* [Information supplied]
= Beginning of Section =

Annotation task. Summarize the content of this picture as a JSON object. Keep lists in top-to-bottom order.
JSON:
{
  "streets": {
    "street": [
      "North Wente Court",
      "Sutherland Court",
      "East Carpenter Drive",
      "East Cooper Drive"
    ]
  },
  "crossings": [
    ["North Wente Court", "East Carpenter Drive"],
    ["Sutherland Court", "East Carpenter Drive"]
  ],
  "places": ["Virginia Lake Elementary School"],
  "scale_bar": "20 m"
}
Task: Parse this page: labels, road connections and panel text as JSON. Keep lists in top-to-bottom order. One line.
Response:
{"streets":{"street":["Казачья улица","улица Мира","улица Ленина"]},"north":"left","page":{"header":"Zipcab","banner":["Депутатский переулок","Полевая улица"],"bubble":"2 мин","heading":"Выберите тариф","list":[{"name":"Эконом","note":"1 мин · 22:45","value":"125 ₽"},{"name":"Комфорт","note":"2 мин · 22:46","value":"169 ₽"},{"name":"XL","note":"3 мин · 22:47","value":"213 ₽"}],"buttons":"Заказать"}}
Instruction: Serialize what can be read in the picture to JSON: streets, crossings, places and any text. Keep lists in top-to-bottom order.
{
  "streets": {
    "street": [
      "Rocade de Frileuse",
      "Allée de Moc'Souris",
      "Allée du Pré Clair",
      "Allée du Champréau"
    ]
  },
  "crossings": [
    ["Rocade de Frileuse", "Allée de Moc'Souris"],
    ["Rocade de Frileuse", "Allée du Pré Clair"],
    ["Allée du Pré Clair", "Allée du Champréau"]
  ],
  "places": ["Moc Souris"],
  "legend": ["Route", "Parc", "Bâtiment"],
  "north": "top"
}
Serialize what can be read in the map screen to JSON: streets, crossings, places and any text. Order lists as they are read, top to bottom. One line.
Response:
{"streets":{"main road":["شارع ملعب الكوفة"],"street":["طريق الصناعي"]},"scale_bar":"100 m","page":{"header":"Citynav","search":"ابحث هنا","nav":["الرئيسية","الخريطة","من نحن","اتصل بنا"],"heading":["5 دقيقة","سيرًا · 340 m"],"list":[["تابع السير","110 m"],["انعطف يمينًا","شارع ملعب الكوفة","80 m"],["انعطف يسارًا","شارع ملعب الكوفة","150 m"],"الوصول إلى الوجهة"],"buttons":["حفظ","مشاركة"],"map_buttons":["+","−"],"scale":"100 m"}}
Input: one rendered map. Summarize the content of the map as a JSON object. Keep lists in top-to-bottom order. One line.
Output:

= End of Section =

* [Required work]
For each line of the material that contains "this", return a copy.

* [Exercise solution]
Annotation task. Summarize the content of this picture as a JSON object. Keep lists in top-to-bottom order.
Task: Parse this page: labels, road connections and panel text as JSON. Keep lists in top-to-bottom order. One line.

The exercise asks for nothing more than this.